Toxics Restrictions Proposed in New EPEAT Rules for TVs
The upcoming EPEAT standards for TVs and imaging equipment will have multiple “reporting requirements and restrictions” for toxics but they will not address nano materials, according to an EPEAT official. Environmental groups like the Silicon Valley Toxics Coalition, who have launched a campaign to get electronics makers to reveal their use of nano materials in their products, say they faced pushback from manufacturers when they tried to get that done through EPEAT (CED Jan 24 p3). EPEAT now covers computers and display and is expected to finalize standards for TVs and imaging gear this year.
Nano materials would have been classified as “new materials” because of their not figuring in the RoHS and other lists, Wayne Rifer, EPEAT director of standards and product verification, told us. “There was considerable discussion amongst the stakeholders about including new materials in the standards [and] several different definitions were proposed,” he said. But it became “very difficult to define a criterion that would be verifiable because of the definition problem.” The standards group decided that new materials like nano would be “an area for some real research and development” in the update of the computer standards being taken up later this year, Rifer said.

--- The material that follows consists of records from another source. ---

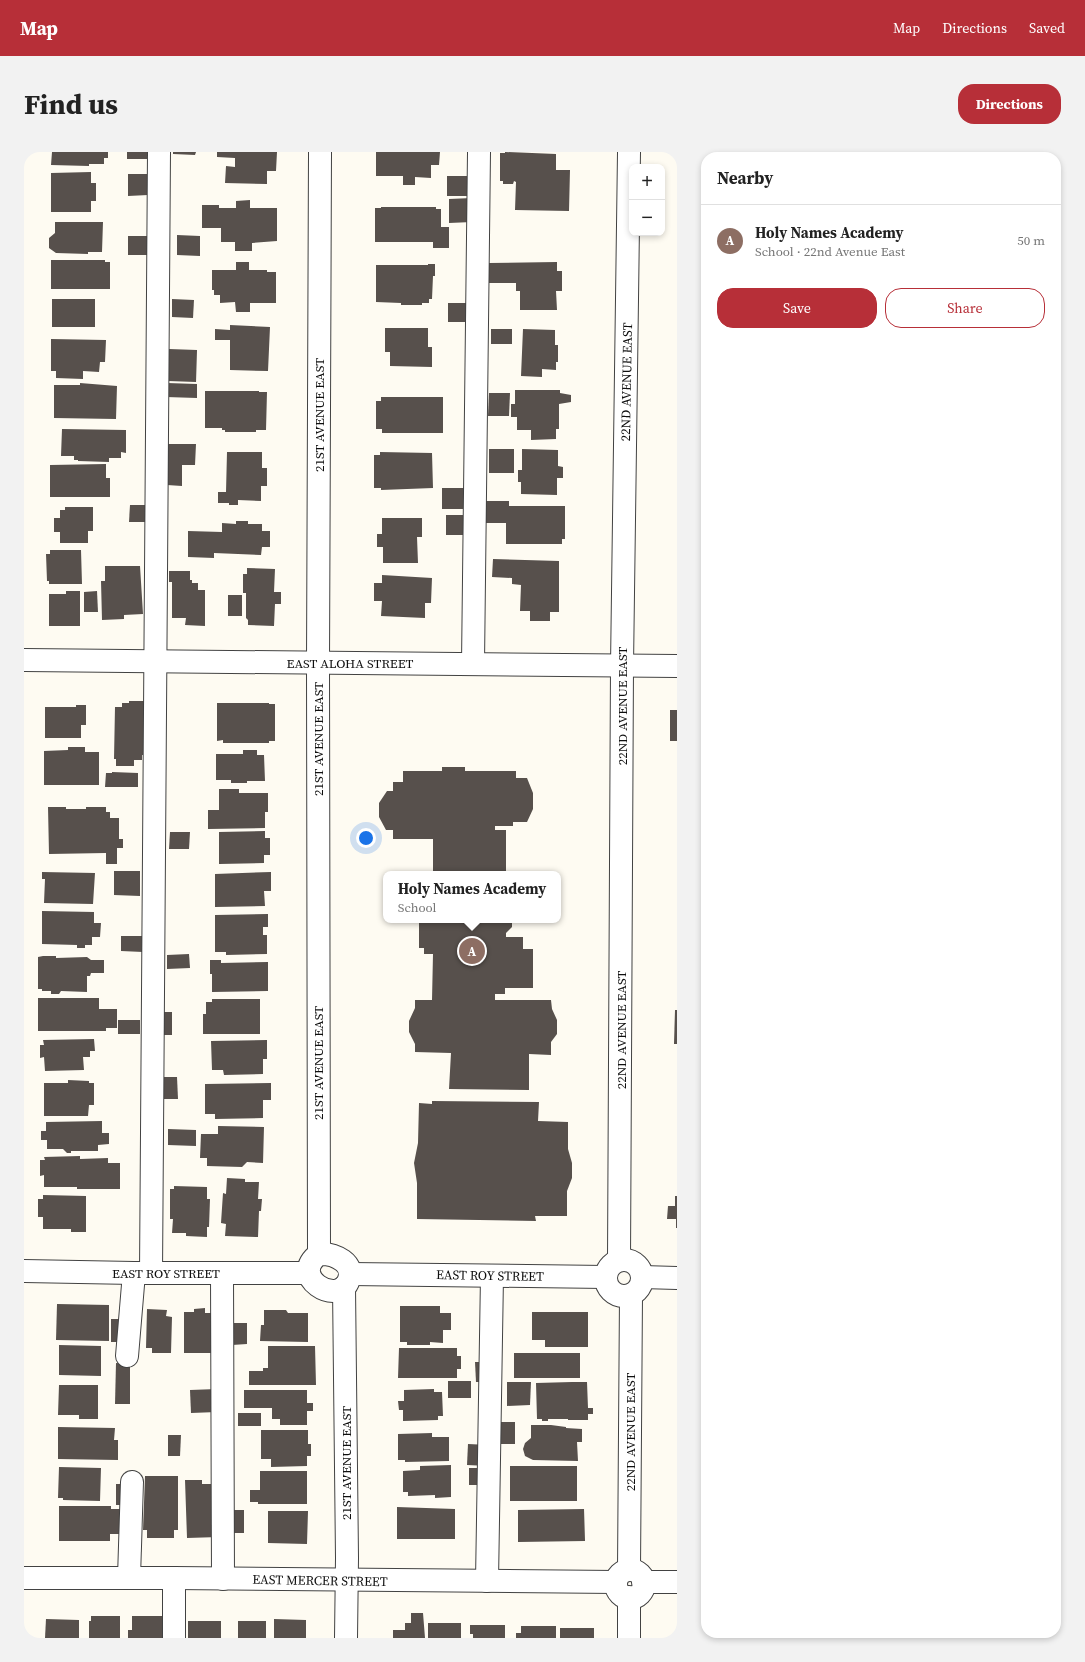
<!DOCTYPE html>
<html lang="en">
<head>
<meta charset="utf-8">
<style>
	body { margin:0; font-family:"Source Serif 4",serif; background:#f2f2f2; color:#222 }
	.controls { position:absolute; right:12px; top:12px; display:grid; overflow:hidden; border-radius:8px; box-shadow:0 2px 6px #0003 }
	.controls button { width:36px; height:36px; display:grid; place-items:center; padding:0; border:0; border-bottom:1px solid #e0e0e0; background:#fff; color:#222; font:20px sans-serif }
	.you { position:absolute; left:342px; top:686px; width:14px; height:14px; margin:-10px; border:3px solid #fff; border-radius:50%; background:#1a73e8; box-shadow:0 0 0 6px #1a73e833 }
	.badge { display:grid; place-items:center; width:26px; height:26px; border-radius:50%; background:#b72f38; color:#fff; font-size:13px; font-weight:700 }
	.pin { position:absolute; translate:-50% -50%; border:2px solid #fff; box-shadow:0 1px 4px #0006 }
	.popup { position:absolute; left:359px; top:719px; width:178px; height:52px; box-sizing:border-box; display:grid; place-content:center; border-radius:8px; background:#fff; filter:drop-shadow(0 1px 3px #0005); font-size:13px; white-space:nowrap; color:#767676 }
	.popup b { font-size:15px; color:#222 }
	.popup::after { content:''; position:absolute; left:50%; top:100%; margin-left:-8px; border:8px solid transparent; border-top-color:#fff }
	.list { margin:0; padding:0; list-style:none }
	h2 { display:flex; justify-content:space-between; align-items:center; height:52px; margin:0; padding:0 16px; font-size:17px }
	h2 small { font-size:13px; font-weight:400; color:#767676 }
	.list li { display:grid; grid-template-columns:26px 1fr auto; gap:12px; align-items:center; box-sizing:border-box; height:72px; padding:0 16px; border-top:1px solid #e0e0e0 }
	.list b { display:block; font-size:15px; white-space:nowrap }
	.list p { margin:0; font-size:13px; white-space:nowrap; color:#767676 }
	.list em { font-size:13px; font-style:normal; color:#767676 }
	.actions { display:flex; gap:8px; padding:12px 16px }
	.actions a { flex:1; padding:9px 0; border:1px solid #b72f38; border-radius:16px; text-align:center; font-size:14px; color:#b72f38 }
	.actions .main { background:#b72f38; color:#fff }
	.map { position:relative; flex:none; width:653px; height:1486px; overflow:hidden; border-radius:16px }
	header { display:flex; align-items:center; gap:24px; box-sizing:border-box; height:56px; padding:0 20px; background:#b72f38; color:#fff }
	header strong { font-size:19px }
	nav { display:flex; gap:22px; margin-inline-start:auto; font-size:14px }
	.intro { display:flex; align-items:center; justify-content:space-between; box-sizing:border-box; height:96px; padding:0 24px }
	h1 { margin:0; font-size:28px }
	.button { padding:10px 18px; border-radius:16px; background:#b72f38; color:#fff; font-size:14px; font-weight:700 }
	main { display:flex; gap:24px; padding:0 24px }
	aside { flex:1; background:#fff; border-radius:16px; box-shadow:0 2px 6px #0003 }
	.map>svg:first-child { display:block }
	.building { fill:#57504c }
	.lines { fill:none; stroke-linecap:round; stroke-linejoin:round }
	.minor-casing { stroke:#424242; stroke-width:24 }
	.minor { stroke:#fff; stroke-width:22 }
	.labels { text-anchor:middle; stroke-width:4; stroke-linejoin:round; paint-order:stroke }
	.street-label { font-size:13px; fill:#0f0f0f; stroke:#fff }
</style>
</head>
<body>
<header>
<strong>Map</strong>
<nav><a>Map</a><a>Directions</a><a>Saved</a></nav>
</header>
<div class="intro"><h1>Find us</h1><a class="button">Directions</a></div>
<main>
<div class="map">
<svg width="653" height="1486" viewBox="0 0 653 1486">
	<rect width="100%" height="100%" fill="#fefbf2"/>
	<g class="building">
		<path d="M28 0H84V6H80V12H65V14L27 13Z"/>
		<rect x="103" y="0" width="23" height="7"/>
		<path d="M149 0H172L171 3 149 2Z"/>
		<path d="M193 0H253L252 19H243V32L201 31 202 14 211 15V6L193 5Z"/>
		<path d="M352 0H416L415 13H407V26L391 25V33H379V24H352Z"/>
		<path d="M481 0 532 2V18H546L545 59 491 58 492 30 490 29 489 32H479V29H476V1H481Z"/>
		<path d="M67 20V31H72V49H67V60H27V21Z"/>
		<path d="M104 22H123L124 43 104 44Z"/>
		<rect x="423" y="24" width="22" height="20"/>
		<path d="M448 46V70L425 71V47Z"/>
		<path d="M226 48V56H253V89L228 91V99H211V90H197V76H178V53H195V56H212V49Z"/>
		<path d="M357 55H412V57H417V75H425V96H409V90H351V56H357Z"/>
		<path d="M31 70H79L78 100H64V102L32 101 25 96V86L31 81Z"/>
		<path d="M153 83 176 84V104L153 103Z"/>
		<rect x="104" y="84" width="19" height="19"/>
		<path d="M27 108H81V110H86V137H27Z"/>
		<path d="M212 110H225V118H243V120H252V151H226V160H212L211 150 196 151V143H190V138H188V118H212Z"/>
		<path d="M533 110V119H538V139H532L533 158H496V139H492V131H465V111Z"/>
		<path d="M404 112H411V124H409L408 147H405V151H398V153H377V151L352 150V113H404Z"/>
		<rect x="28" y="147" width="43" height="28"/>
		<path d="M148 147 170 148 169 166 148 165Z"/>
		<rect x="424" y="151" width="23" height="19"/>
		<path d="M206 173 246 175 244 219 206 218V188H191V177L206 178Z"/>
		<path d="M361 176H404V195H408V215L366 214V200H361Z"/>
		<rect x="467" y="177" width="21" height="15"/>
		<path d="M499 177 531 178V193H534V210H532V218L518 217V225L497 224Z"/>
		<path d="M27 187 82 188 81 210H76L75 220 59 219V227L32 226V219H27Z"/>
		<path d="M145 197 173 198 172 230 144 229Z"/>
		<path d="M56 231 93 234 92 267 30 266V233H56Z"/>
		<path d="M143 231 173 232V246L142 245Z"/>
		<path d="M491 238H536V241L547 243V250L535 252V277H532V287L507 288V278H493V265H487V252H491Z"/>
		<path d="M181 239H235V240H243L242 278H232V280H201V278H198V276H181Z"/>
		<path d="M465 241H486L485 264H464Z"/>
		<path d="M357 245H419V281H358V277H352V249H357Z"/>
		<path d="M38 277 102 278V301L97 300V306H85V310L54 309V308H50V304H37Z"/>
		<path d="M144 292H172L171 313H158V334L143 333Z"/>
		<rect x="465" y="297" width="25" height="24"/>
		<path d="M498 297 534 298V314L539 315V326H533V343L497 342V330H494V318H498Z"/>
		<path d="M203 300H238V316H243V334H237V349L214 348V353H205V351H194V340H202Z"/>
		<path d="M356 300 408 301 409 336 357 338V336H350V303H356Z"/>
		<path d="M82 312V326H86V345H26V313Z"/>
		<path d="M418 336H443L444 357H418Z"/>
		<path d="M462 349H485V354H541V387H538V392H482V371H462Z"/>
		<path d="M106 353H126V370H105Z"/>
		<path d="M41 355H69V379H64V391H36V380H30V366H36V358H41Z"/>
		<path d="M422 363H442L443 383H422Z"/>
		<path d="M358 366H398V385H393L394 411H359V395H353V382H358Z"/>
		<path d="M212 369H224V372H238V379H246V395H238L237 403 190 401V406L164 405V379L198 380V371L212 372Z"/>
		<path d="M26 398H57L58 432H25V429H23L22 402H26Z"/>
		<path d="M469 407 535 409V460H526V469H506V459H496L497 433 488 432V426L468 425Z"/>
		<path d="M81 414H116L119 462 100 463V467L78 468 77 429H81Z"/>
		<path d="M223 416 251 417 250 440H257V452H251L250 474 224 473V468L222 466V441H219V422H223Z"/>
		<path d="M145 419H166V428H168V431H174V438H181V474L161 473 162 466H148V430H145Z"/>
		<path d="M358 423 408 426 407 451H401V466L357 464 358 449H350V431H358Z"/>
		<path d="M42 439H56V474H25V442H42Z"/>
		<path d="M73 439 74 460H60V440Z"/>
		<rect x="204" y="443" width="14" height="21"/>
		<path d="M105 549H123L122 603H118V608H110V614H92V607H90L91 555H98V551H105Z"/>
		<path d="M193 551H245V552H251V589H245V591H199V588L193 589Z"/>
		<path d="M52 553H62V573H57V586H21V555H52Z"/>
		<rect x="646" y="558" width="7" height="31"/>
		<path d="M44 595H61V600H75V633H20V599L44 598Z"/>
		<path d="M219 598H233V603H240L241 629H223V631H207V628H192V602H219Z"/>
		<path d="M418 615H441V619H492V626H503L509 641V657L503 670H489V674H471V678H482V722H409V687H369V678H362L355 665V651L363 639H369V630H379V619H418Z"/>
		<path d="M88 620 114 621V635H81L82 621H88Z"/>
		<path d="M195 637H215V641H244V660H241V676L184 677V658H195Z"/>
		<path d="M24 655H42V657H62V655H82V660H86V666H95V687H99V696H93V712H82V701L25 702Z"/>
		<path d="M241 679V686H246V703H240V711L195 712V680Z"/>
		<path d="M146 680H166L165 697H145Z"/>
		<path d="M90 719H116V744L90 743Z"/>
		<path d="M18 720 71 721 69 752 20 751 21 727H18Z"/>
		<path d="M247 720V739H240L241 754 191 755V722Z"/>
		<path d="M18 759 70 760V771H77L76 785H68V793H61V796H53V793L18 792Z"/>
		<path d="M244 762V775H239V783H243V802L202 803V800H191V763Z"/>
		<path d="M395 768H488V775L482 781V785H499V797H509V836H481V842H471V848H527L528 857 533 868V882L527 890V903L505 902V938L425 937 427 901 391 900V892L385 880V869L391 856V848H408L409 802H400V796H395Z"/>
		<path d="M97 784H119V800L97 799Z"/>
		<path d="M165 802 166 816 143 817V803Z"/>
		<path d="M19 804H32V806L63 805 67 808H80V821H67L66 824H63V840L37 839 35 842H27V839H18V837H14V805Z"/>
		<path d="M186 808H197V811L244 810V839L188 840V822H186Z"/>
		<path d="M14 846H75V857H93V876H82V879H14Z"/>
		<path d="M188 847H236V882H179V862H182V850H188Z"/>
		<path d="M651 858H653V892H650Z"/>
		<rect x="138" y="860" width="10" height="23"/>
		<rect x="94" y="868" width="22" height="14"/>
		<path d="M70 887 71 899H66V905H59L60 918 21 919 20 905 16 906V893H20L19 888Z"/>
		<path d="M243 888V907H239V922L200 923 199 918H188L187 889Z"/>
		<path d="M137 925H153L154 947H137Z"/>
		<path d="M44 928 65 929V931H70V953H65L64 964H20V931H44Z"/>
		<path d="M247 931V948H239V966L191 967V962H181V932Z"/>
		<path d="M408 949 515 950 514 969 544 970V997L548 1011V1026L543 1039V1064H511L512 1069 393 1067V1031L390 1011 394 991 395 951 408 952Z"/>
		<path d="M78 969V981H85V992L74 993V999H47V1001H43L39 997H23V988H17V979H22V970Z"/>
		<path d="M194 974 240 975 239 1011 223 1010 218 1015 183 1014V1006H176L177 982H194Z"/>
		<path d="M144 977 172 978V994L144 993Z"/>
		<path d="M56 1004V1007L84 1006V1011H96V1037H53V1035H20V1023L16 1024V1008H21L20 1005Z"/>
		<path d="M203 1026 221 1027V1030H235L234 1047H238L237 1059H235L234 1085 201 1084 202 1072 197 1071 199 1041 202 1042Z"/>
		<path d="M150 1034 183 1035V1047H186L185 1075H183V1085L162 1084V1081H148L149 1067H146V1037H150Z"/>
		<path d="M19 1043 62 1044V1080H47V1077H19V1065H14V1047H19Z"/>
		<path d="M651 1044H653V1076H652V1067H643L644 1054H651Z"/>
		<path d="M33 1152 85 1153V1189L32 1188Z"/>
		<path d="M376 1154H416V1161H427V1178H419V1191L406 1190V1193H383V1190H376Z"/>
		<path d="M181 1156V1161H189L194 1201H160V1160H170V1157Z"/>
		<path d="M123 1157 143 1158 142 1164 148 1165 147 1201H128V1196H122Z"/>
		<path d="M240 1158H262L264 1161H284V1190L236 1189 237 1173H240Z"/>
		<path d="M508 1160H564V1195H521V1188H508Z"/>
		<rect x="87" y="1167" width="15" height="23"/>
		<path d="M208 1171H223V1192L208 1193Z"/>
		<path d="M35 1193 77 1194V1224L35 1223Z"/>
		<path d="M244 1194H291L292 1233H225V1219H239V1216H244Z"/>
		<path d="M375 1196H433V1204H437V1217H433V1226H374Z"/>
		<rect x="490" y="1201" width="66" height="25"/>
		<path d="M451 1210H465V1230H452Z"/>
		<path d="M92 1211 106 1212V1252H91Z"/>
		<rect x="424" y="1229" width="23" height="17"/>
		<path d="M483 1230H507L506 1253 483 1254Z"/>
		<path d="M548 1230H563L564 1256H569V1262H564V1268H544V1267H524V1269H518V1267H513L512 1231Z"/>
		<path d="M35 1233H74V1267H55V1263H34Z"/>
		<path d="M193 1237V1260L167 1261 166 1238Z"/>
		<path d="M410 1237V1240H418L419 1264H414V1268L379 1269V1258H375L374 1249H380V1238Z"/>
		<path d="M220 1238H283V1251H289V1259H283V1273H256V1267H248V1256H220Z"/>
		<rect x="214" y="1261" width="23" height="13"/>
		<rect x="474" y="1270" width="17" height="22"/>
		<path d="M507 1273H527L542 1275V1276L558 1277V1290H553L554 1309 509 1308 501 1304 499 1297 501 1291 507 1286Z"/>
		<path d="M34 1275 91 1276 90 1288H94V1308L34 1307Z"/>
		<path d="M237 1278H284V1292H287V1304H283V1314L247 1315V1307H237Z"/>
		<path d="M408 1281V1285H425V1309L381 1310V1308H374V1282Z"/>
		<path d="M144 1283H157L156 1304H144Z"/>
		<path d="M444 1292 465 1293 464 1314 443 1313Z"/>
		<path d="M427 1313V1345L411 1346V1343L384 1344V1340H379V1319L396 1318V1314Z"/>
		<rect x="486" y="1314" width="67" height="35"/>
		<path d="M35 1315 77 1316 76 1349 39 1348V1346H34Z"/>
		<rect x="445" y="1316" width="18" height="17"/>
		<path d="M236 1319H283V1352H234V1350H226V1338H236Z"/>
		<path d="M121 1324H154V1378H150V1386H123V1378H119Z"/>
		<path d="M161 1328H178V1332H190L195 1385 163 1386Z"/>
		<rect x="92" y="1332" width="13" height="21"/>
		<path d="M35 1354H87V1357H100V1382H86V1389H35Z"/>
		<path d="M373 1355 431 1357V1387H373Z"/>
		<path d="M560 1357 561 1389 494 1390V1358Z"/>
		<rect x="206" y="1358" width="14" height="23"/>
		<path d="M244 1359H284L283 1392 244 1391Z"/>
		<path d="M387 1461H399L401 1486H369V1478H381V1471H387Z"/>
		<path d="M67 1464H96V1486H65V1469H67Z"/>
		<path d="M108 1464H141L140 1486H104V1478H108Z"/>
		<path d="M22 1467 55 1468V1486H21Z"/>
		<path d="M250 1467 282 1468V1486H250Z"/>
		<rect x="164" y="1469" width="33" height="17"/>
		<rect x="214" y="1469" width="28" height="17"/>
		<rect x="404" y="1471" width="33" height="15"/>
		<path d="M446 1473H481V1486H449V1482H446Z"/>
		<path d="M497 1474H532V1486H492V1481H497Z"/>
		<rect x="536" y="1476" width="34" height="10"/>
	</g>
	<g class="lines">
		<g class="minor-casing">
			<g id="minor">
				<path d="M0 508 653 514"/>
				<path d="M449 512 455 0"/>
				<path d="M295 1102 294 511 296 0"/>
				<path d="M295 1102C310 1101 333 1111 324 1130 313 1154 264 1125 295 1102Z"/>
				<circle cx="600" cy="1126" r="18"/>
				<path d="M595 1108 598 514 605 0"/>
				<path d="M0 1119 110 1121H284"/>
				<path d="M127 1121 135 0"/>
				<path d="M198 1121 199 1427"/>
				<path d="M326 1122 582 1125"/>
				<path d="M618 1125 653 1126"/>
				<path d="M320 1135 323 1406 322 1486"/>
				<path d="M103 1204 110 1121"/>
				<path d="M605 1418 607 1143"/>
				<circle cx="606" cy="1432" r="14"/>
				<path d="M0 1426H150L592 1430"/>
				<path d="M105 1426 108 1330"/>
				<path d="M463 1429 468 1124"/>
				<path d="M619 1430H653"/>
				<path d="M150 1486V1426"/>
				<path d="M605 1486V1445"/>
			</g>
		</g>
		<use href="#minor" class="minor"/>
	</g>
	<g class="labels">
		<g class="street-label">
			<text transform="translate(602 230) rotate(-89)" y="5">22ND AVENUE EAST</text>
			<text transform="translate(295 263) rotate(-90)" y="5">21ST AVENUE EAST</text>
			<text x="326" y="516">EAST ALOHA STREET</text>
			<text transform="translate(598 554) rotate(-90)" y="5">22ND AVENUE EAST</text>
			<text transform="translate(294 587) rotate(-90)" y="5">21ST AVENUE EAST</text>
			<text transform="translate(597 878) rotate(-90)" y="5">22ND AVENUE EAST</text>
			<text transform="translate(294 911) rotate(-90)" y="5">21ST AVENUE EAST</text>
			<text x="142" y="1126">EAST ROY STREET</text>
			<text transform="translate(466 1123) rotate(1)" y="5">EAST ROY STREET</text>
			<text transform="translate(606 1280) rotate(-90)" y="5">22ND AVENUE EAST</text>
			<text transform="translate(322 1311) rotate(-90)" y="5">21ST AVENUE EAST</text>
			<text transform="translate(296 1428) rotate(1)" y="5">EAST MERCER STREET</text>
		</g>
	</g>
</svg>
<div class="controls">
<button>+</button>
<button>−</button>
</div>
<div class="you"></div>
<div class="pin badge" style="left:448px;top:799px;background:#8d6e63">A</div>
<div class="popup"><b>Holy Names Academy</b>School</div>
</div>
<aside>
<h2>Nearby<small></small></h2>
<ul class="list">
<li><span class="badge" style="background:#8d6e63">A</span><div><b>Holy Names Academy</b><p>School · 22nd Avenue East</p></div><em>50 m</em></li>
</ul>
<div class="actions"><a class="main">Save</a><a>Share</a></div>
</aside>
</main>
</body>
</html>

Criteria in the coming TV and imaging equipment standards include reporting toxic substances in products and restricting certain substances, Rifer said. “Was there pushback from manufacturers? You bet there was,” he said. “And most of what we achieved was a compromise.” The “optional” criteria include those dealing with “public disclosure of supply chain toxics” and “product life cycle and public disclosure of analyses,” he said. A requirement in the standards would be for manufacturers to report to recyclers about “materials and components with hazardous materials” and their “special handling needs,” he said. And one optional criterion in the TV standard seeks “identification of presence and location of materials and components with certain nonstandard or new materials,” he told us by email.
Although the environmental groups didn’t get “everything they wanted,” the proposed criteria “definitely set the industry on notice that these reporting requirements are coming,” Rifer said. “Predictably some of what is optional today will become required when the standard is updated in 3-5 years,” Rifer said. The industry isn’t prepared now to “make that full disclosure of chemicals in products,” he said: “They simply do not know and cannot find out.” Part of the reason is that the massive Asian supply chain, which is “pretty primitive as far as environmental is concerned, is not set up to report that data.” For the most part, they don’t know what substances are in the components they make, he said. “It will take years to get it.” But changes are happening and EPEAT is now training suppliers in Asia, he said.